7.10. Software-as-a-Service (SaaS)

Cate Software-as-a-Service (SaaS) has been designed to deliver Cate software instances to users, so they do not need to install and configure the software on their own.

Cate SaaS does this by providing individual Cate service instances to logged-in users. These instances serve as backends for the Cate App. The Cate App can now be accessed via a dedicated URL in an internet browser and then installed as a desktop application (it is a Progressive Web Application, PWA).

The design of the Cate SaaS and the utilized software components makes it independent of the cloud providers. Cate SaaS tenants may be deployed on AWS, GCP, OTC, or any ESA DIAS.

_images/catehub_components.png

Fig. 7.11 High-level architecture of Cate SaaS.

The figure above illustrates the major components of the Cate SaaS and their relationships. In the following these components and their interactions are described in more detail.

7.10.1. Cate Docker

Cate Docker is the containerised Cate software. It is a Docker image that provides an isolated, frozen Python environment comprising a Python 3.8 interpreter, the Cate Python Core, and all of its dependencies. This image forms lowest layer of cate service in Cate SaaS through its WebAPI. Users may also use the image for running Cate locally, on their own machines.

The source for building Cate containers is hosted at https://github.com/CCI-Tools/cate-docker and pre-build images are hosted at https://quay.io. The repository will soon be made public. In the future, Cate container images may support a way to launch both the Cate WebAPI as well as Jupyter Notebooks under a single environment. This provides users access to persistent storage for their Cate workspaces.

7.10.2. Kubernetes Cluster

Kubernetes automates container orchestration and management in cloud environments. Using Kubernetes provides load balancing, scalability and portablity of Cate SaaS to multiple cloud providers among other benefits.

7.10.3. CateHub

CateHub exploits cloud environments to spawn Cate Docker to multiple users with attached computational resources and persistant storage. Such a design pattern is very similar to JupyterHub. Hence, CateHub’s architecture is derived from it. At its core is a so-called hub server that facilitates interaction with its sub-components that handle its house keeping tasks.
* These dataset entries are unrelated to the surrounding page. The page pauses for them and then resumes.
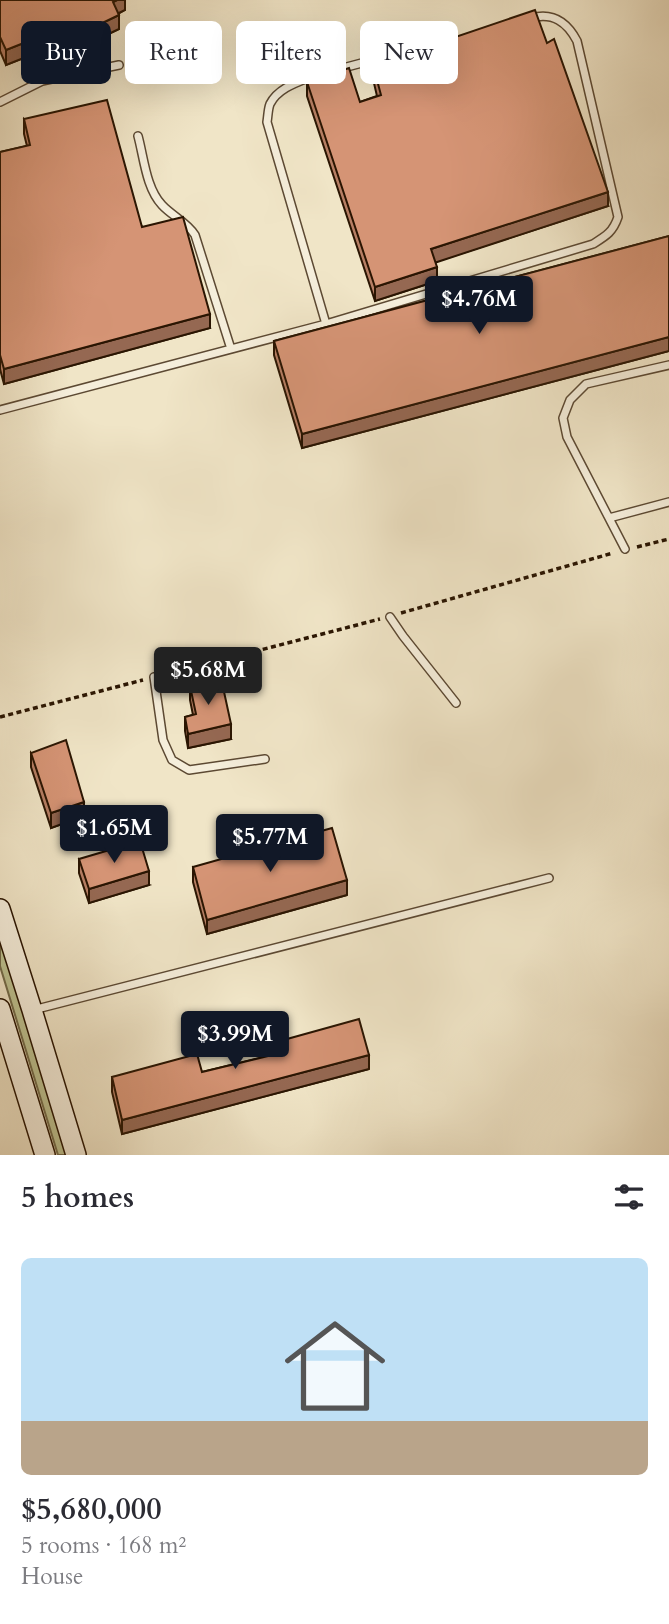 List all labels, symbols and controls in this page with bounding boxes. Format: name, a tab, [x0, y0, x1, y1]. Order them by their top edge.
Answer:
chip: Buy	[21, 21, 111, 84]
chip: Rent	[125, 21, 222, 84]
chip: Filters	[236, 21, 346, 84]
chip: New	[360, 21, 458, 84]
pin: $4.76M	[422, 276, 536, 336]
text: $4.76M	[441, 283, 517, 314]
pin: $5.68M	[151, 648, 265, 707]
text: $5.68M	[170, 654, 246, 685]
pin: $1.65M	[57, 806, 171, 865]
text: $1.65M	[76, 812, 152, 843]
pin: $5.77M	[213, 814, 327, 874]
text: $5.77M	[232, 821, 308, 852]
pin: $3.99M	[178, 1012, 292, 1071]
text: $3.99M	[197, 1018, 273, 1049]
text: 5 homes	[21, 1177, 134, 1218]
icon: filters	[610, 1178, 648, 1216]
icon: home	[272, 1303, 398, 1429]
text: $5,680,000	[21, 1489, 162, 1530]
text: 5 rooms · 168 m²	[21, 1530, 186, 1561]
text: House	[21, 1561, 83, 1592] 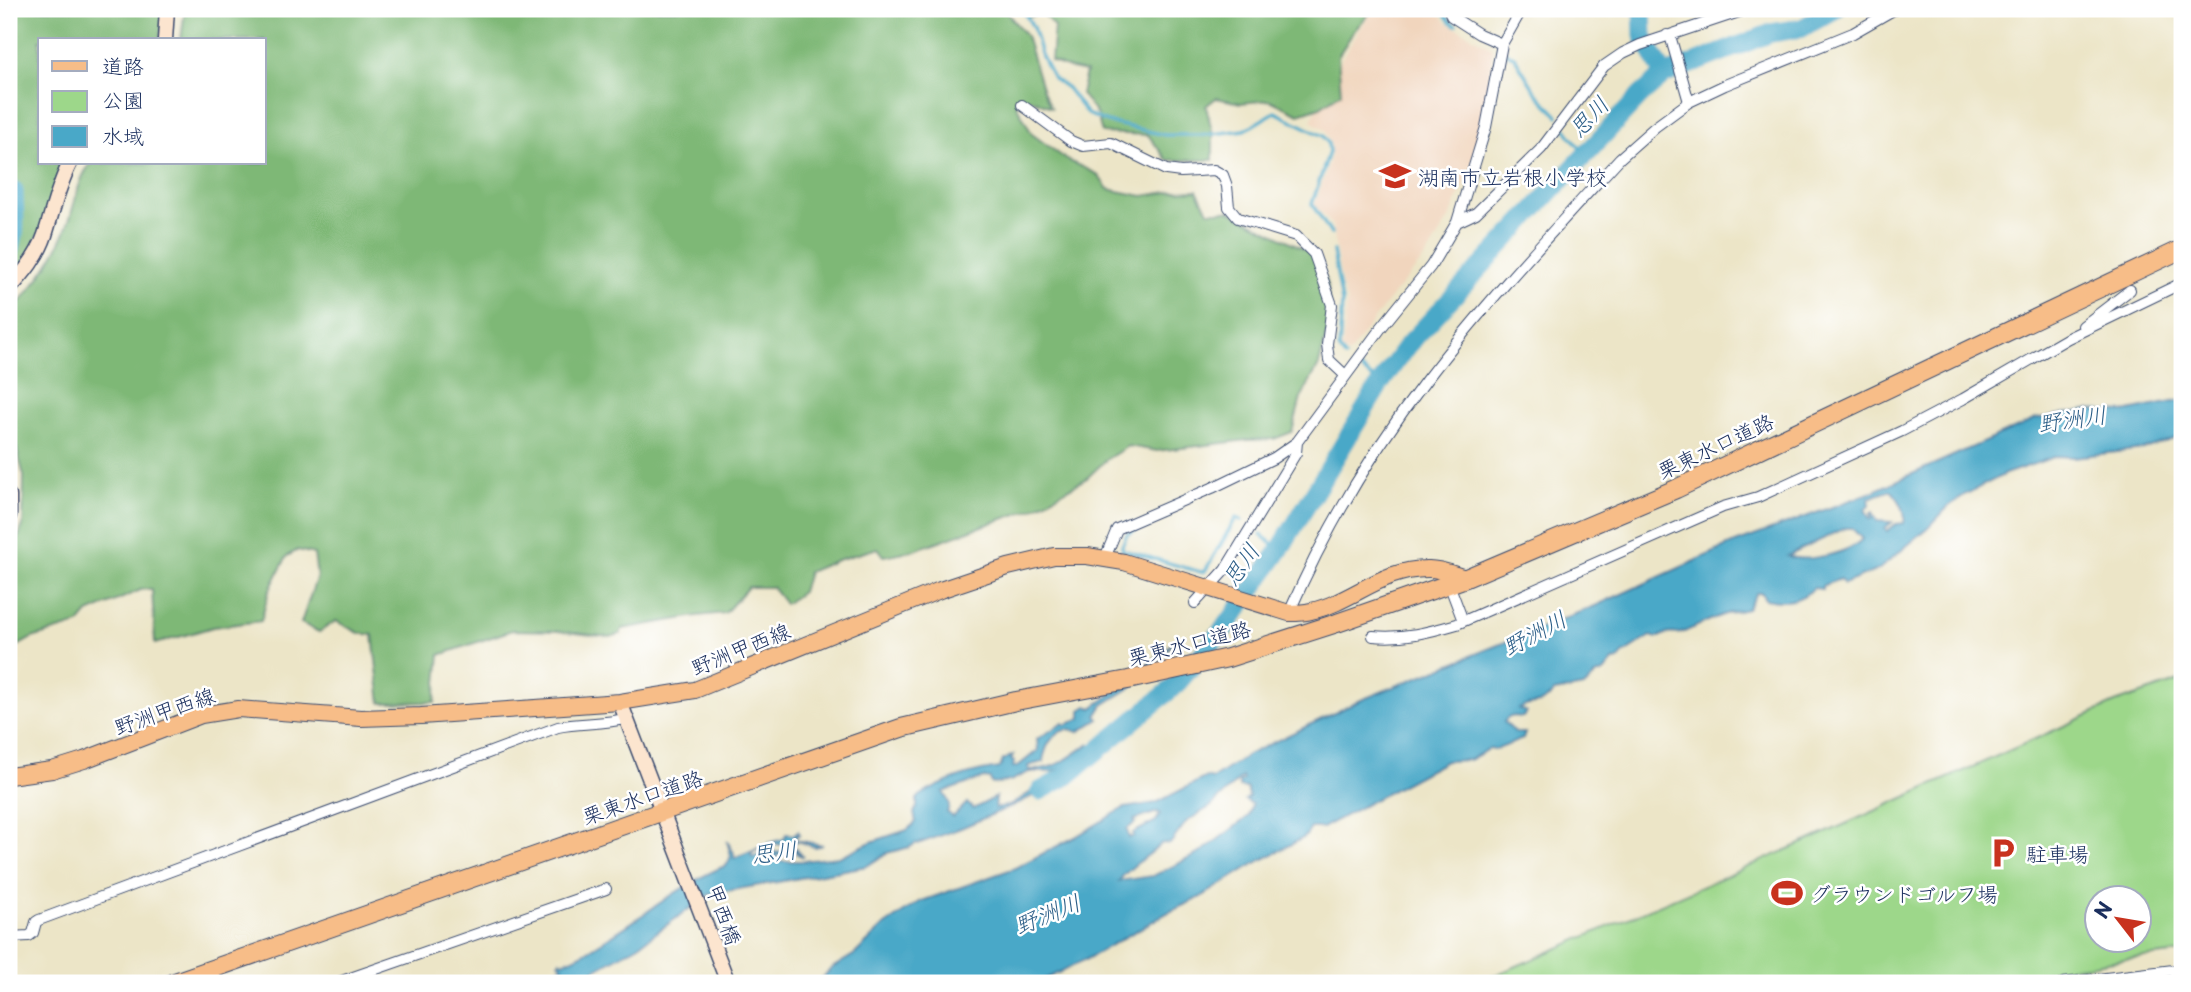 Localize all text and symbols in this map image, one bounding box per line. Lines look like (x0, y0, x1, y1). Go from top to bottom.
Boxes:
legend (38, 38, 266, 164)
text: 道路 (102, 49, 144, 81)
text: 公園 (102, 83, 144, 115)
water label: 思川 (1560, 87, 1616, 145)
text: 水域 (102, 119, 144, 151)
school or university icon: 湖南市立岩根小学校 (1378, 159, 1412, 193)
place label: 湖南市立岩根小学校 (1418, 160, 1607, 192)
water label: 野洲川 (2035, 396, 2109, 440)
street label: 栗東水口道路 (1651, 404, 1779, 486)
water label: 思川 (1212, 535, 1268, 593)
water label: 野洲川 (1495, 600, 1573, 664)
street label: 栗東水口道路 (1124, 611, 1254, 673)
street label: 野洲甲西線 (685, 613, 795, 683)
street label: 野洲甲西線 (109, 678, 219, 742)
street label: 栗東水口道路 (577, 760, 707, 832)
water label: 思川 (749, 831, 799, 871)
parking icon: 駐車場 (1986, 836, 2020, 870)
place label: 駐車場 (2026, 837, 2089, 869)
sports icon: グラウンドゴルフ場 (1770, 876, 1804, 910)
place label: グラウンドゴルフ場 (1810, 877, 1998, 909)
street label: 甲西橋 (699, 879, 751, 949)
water label: 野洲川 (1008, 884, 1086, 942)
north arrow (2082, 884, 2152, 954)
text: N (2087, 896, 2118, 923) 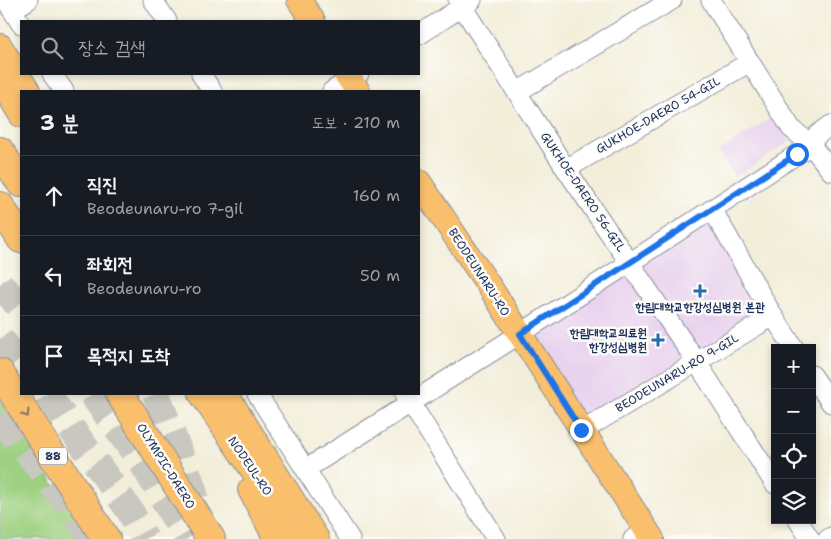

The hub can be managed over its REST API. This REST API is used in Cate App to start a dedicated Cate WebAPI service for each user. The relevant sub-components of CateHub are described here for illustrating their roles in Cate SaaS.

  • The spawner component of the hub, communicates with the Kubernetes Cluster via its Kubernetes API to spawn pods containing Cate docker containers. A customisable configuration requests computational resources and persistent storage for each user. Each pod, once ready, exposes Cate WebAPI to the internal cluster network.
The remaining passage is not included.